* [Task objective]
Within the material below, find each line bearing the word "dash" and present it.
-------
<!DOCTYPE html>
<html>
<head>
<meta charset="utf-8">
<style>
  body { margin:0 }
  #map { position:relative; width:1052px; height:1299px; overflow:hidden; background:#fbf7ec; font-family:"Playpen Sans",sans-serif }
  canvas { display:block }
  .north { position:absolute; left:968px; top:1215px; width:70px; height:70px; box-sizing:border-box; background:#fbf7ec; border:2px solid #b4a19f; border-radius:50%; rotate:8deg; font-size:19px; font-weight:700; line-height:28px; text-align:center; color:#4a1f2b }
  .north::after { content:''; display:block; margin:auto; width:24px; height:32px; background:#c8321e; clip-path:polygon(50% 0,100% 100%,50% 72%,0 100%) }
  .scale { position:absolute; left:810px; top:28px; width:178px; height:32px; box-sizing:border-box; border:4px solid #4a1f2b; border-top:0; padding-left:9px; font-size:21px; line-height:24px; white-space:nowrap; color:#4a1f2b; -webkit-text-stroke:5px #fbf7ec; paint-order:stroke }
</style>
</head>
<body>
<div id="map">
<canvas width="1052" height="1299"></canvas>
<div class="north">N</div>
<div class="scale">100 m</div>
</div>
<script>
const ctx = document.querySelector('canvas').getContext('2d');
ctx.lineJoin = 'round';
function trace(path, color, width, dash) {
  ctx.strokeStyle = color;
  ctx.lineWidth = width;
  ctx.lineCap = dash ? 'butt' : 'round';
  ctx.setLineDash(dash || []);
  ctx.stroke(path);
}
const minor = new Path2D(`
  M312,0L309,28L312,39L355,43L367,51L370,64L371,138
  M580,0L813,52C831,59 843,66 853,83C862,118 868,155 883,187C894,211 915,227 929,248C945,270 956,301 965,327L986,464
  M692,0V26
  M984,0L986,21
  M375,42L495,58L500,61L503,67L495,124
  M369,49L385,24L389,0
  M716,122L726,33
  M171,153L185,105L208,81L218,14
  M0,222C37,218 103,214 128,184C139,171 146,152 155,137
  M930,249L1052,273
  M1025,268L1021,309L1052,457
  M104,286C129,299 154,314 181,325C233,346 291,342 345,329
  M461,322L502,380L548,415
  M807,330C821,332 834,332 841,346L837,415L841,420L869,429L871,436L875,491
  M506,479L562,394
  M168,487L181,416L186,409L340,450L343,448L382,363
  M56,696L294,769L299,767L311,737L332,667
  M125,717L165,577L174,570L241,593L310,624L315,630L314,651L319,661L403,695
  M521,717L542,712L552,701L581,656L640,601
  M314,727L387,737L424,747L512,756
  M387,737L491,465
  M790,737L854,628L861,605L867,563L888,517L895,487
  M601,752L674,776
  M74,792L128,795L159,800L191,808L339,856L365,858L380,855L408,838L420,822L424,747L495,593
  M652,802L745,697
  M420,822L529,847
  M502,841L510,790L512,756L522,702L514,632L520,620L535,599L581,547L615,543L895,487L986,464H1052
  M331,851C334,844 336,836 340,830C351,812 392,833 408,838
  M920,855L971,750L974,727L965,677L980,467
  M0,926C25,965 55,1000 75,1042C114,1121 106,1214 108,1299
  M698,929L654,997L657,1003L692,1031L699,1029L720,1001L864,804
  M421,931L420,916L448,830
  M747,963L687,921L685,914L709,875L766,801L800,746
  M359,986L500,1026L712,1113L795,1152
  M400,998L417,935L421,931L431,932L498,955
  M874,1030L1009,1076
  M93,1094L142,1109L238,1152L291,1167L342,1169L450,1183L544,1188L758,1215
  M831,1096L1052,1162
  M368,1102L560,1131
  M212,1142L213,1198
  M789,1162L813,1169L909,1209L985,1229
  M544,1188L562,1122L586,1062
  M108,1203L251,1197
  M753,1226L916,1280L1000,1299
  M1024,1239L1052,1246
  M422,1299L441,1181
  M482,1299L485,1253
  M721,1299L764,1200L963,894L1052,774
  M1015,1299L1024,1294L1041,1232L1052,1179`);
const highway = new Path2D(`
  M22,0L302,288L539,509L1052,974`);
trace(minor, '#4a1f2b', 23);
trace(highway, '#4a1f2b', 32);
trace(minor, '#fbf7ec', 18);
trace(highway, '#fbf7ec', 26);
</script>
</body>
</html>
-------
* [Answer to the problem]
function trace(path, color, width, dash) {
  ctx.lineCap = dash ? 'butt' : 'round';
  ctx.setLineDash(dash || []);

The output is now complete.